Ross King

Personal information
- Full name: Ross Hartford King
- Born: February 19, 1919 Portage la Prairie, Manitoba, Canada
- Died: June 6, 1972 (aged 53) Portage la Prairie, Manitoba, Canada
- Weight: 155 lb (70 kg)

Sport
- Country: Canada
- Sport: Ice hockey

Medal record
Men's ice hockey
Representing Canada
| Gold medal – first place | 1948 St. Moritz | Ice hockey |

= Ross King (ice hockey) =

Canadian ice hockey player (1919–1972)

Ross Hartford King (February 19, 1919 – June 6, 1972) was a Canadian ice hockey goaltender. He was a member of the Ottawa RCAF Flyers who won the gold medal in ice hockey for Canada at the 1948 Winter Olympics in St. Moritz.

== Career ==
King was a star goaltender with the Portage la Prairie Terriers when they won the Memorial Cup in 1942. King joined the Royal Canadian Air Force (RCAF), and in March 1947 he was transferred to the RCAF station in Whitehorse, Yukon.

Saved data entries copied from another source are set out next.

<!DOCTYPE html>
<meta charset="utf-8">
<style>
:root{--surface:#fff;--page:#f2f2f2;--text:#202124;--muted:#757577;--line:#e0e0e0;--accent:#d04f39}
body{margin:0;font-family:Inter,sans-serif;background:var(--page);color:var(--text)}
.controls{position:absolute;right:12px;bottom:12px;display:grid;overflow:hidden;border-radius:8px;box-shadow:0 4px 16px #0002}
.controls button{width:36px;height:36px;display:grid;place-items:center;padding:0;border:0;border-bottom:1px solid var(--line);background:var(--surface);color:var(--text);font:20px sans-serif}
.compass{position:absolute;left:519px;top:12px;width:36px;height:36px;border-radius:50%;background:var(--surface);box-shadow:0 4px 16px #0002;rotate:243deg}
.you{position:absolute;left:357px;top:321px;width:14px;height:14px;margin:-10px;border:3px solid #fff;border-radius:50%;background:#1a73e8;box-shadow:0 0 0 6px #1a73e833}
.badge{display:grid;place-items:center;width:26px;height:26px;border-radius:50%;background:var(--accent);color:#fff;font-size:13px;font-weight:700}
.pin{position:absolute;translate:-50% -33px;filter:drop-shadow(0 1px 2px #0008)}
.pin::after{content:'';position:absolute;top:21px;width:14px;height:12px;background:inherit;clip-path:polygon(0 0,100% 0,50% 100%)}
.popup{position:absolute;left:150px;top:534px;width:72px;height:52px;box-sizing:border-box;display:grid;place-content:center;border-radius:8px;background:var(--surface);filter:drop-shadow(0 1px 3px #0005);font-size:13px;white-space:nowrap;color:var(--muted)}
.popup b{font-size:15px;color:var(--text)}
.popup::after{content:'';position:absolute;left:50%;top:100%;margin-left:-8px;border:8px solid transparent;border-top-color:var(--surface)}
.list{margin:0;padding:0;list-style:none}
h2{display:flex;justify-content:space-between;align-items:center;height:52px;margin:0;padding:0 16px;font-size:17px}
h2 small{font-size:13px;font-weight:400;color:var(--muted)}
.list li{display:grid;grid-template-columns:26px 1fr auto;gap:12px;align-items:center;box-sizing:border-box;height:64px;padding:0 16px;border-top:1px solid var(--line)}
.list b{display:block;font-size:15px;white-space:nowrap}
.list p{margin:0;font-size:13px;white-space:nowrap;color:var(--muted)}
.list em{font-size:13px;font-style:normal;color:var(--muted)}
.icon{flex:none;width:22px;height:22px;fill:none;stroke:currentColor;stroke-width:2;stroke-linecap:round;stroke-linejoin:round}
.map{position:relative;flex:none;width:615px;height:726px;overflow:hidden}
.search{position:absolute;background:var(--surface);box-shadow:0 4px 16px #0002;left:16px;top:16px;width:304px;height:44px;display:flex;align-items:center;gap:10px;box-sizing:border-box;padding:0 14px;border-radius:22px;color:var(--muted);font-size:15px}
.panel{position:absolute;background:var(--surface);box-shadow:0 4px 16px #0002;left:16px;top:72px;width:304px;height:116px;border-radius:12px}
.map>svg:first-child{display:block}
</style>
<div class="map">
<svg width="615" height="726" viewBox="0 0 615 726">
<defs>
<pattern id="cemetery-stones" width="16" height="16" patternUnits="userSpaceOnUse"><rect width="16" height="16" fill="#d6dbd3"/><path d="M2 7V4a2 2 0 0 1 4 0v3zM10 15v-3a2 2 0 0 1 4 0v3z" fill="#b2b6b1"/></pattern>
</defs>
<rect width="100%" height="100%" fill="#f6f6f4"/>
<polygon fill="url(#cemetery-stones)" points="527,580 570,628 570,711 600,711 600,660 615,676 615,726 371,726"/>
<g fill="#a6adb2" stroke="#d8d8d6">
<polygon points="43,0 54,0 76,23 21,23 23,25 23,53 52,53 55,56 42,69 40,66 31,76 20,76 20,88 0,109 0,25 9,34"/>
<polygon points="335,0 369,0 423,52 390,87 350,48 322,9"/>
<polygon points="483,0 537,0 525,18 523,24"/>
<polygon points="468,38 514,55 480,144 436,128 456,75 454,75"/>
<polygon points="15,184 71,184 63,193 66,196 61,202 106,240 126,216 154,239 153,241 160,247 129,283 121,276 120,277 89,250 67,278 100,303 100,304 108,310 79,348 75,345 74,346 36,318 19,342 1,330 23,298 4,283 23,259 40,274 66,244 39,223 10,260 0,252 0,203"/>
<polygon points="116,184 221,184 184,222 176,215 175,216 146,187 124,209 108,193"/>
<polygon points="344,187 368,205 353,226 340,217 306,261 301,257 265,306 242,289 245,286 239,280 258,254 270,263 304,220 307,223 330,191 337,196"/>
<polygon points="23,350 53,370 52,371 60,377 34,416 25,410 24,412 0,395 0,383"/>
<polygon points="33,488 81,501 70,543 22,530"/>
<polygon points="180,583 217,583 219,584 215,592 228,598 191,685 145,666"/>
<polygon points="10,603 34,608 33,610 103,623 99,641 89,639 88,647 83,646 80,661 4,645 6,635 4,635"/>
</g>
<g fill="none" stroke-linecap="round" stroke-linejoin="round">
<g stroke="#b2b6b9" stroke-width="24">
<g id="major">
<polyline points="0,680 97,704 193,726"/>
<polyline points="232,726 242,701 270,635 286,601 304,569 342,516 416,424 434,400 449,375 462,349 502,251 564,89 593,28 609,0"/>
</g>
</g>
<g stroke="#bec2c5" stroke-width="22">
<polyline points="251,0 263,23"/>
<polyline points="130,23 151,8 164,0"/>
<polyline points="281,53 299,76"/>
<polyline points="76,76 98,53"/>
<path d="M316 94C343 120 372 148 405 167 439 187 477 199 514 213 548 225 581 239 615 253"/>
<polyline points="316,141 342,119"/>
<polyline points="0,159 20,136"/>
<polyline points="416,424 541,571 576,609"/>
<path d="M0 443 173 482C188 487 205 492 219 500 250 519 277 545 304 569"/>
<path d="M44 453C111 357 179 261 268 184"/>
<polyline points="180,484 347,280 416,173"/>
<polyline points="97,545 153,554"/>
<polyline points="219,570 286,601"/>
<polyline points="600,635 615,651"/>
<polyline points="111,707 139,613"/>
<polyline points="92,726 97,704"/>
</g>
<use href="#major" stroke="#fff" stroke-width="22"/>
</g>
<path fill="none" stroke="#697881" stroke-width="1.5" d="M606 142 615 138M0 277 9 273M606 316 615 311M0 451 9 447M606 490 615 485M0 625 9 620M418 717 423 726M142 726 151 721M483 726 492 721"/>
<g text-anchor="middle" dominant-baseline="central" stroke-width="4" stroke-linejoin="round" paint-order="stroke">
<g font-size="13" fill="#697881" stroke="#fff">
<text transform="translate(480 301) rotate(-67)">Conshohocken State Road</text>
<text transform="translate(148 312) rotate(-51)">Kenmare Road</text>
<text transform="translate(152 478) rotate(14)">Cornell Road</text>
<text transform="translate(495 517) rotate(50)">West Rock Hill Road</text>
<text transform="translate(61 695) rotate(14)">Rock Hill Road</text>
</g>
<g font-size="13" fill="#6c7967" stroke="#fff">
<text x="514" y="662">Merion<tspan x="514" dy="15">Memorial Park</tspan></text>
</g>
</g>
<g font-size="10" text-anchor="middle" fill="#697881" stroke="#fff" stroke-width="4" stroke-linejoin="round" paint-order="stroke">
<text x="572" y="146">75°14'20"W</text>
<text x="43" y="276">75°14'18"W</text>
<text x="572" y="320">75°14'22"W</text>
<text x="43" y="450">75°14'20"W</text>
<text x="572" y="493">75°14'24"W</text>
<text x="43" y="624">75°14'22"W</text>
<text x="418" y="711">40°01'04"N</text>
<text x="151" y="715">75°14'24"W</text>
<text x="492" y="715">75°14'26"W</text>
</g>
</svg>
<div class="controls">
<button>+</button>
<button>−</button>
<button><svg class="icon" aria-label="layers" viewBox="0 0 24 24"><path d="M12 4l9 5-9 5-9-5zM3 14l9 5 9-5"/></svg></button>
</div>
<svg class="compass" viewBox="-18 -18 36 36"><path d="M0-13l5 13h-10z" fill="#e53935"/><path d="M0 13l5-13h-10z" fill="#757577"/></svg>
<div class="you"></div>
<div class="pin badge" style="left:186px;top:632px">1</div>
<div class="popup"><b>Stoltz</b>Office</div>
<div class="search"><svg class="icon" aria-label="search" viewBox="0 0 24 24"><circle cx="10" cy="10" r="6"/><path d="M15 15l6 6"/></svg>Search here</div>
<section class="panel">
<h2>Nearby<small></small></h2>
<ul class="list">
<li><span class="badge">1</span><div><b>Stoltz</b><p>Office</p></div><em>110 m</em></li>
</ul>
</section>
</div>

The 1948 Winter Olympics were to be held in St. Moritz, Switzerland. They were then officially known as the V Olympic Winter Games as they were the first Olympic games to be celebrated after World War II. In the fall of 1947, the Canadian Amateur Hockey Association invited the Ottawa RCAF Flyers to form Canada's Olympic ice hockey squad. In January 1948, King was selected to be a member of the Canadian national team.

Although King traveled to St. Moritz as a member of the Canada men's national ice hockey team, due to tournament rules that allowed teams to dress only twelve players, King was a used as a reserve and did not get into game play during the 1948 Olympics.
Nonetheless, King was a member of the team that won Canada's first gold medal in Olympic hockey since 1932, and he was given an Olympic gold medal.

After the Olympic Games, the Ottawa RCAF Flyers went on an extensive exhibition tour of Europe, playing in front of crowds reaching 20,000 (as they did in Paris). King became the regular goalie during the post-Olympics exhibition tour, and the RCAF Flyers won 31 of the 42 games played. Upon returning to Canada with a gold medal around his neck, King and the other team members were greeted with a ticker-tape parade in Ottawa.

During the 1948–49 season, King played for the RCAF Flyers in the Whitehorse Senior Men's League.

== Personal life ==
After retiring from hockey, King returned to Portage la Prairie, where he settled with his wife Joyce and two children, David and Janet. He died in 1972.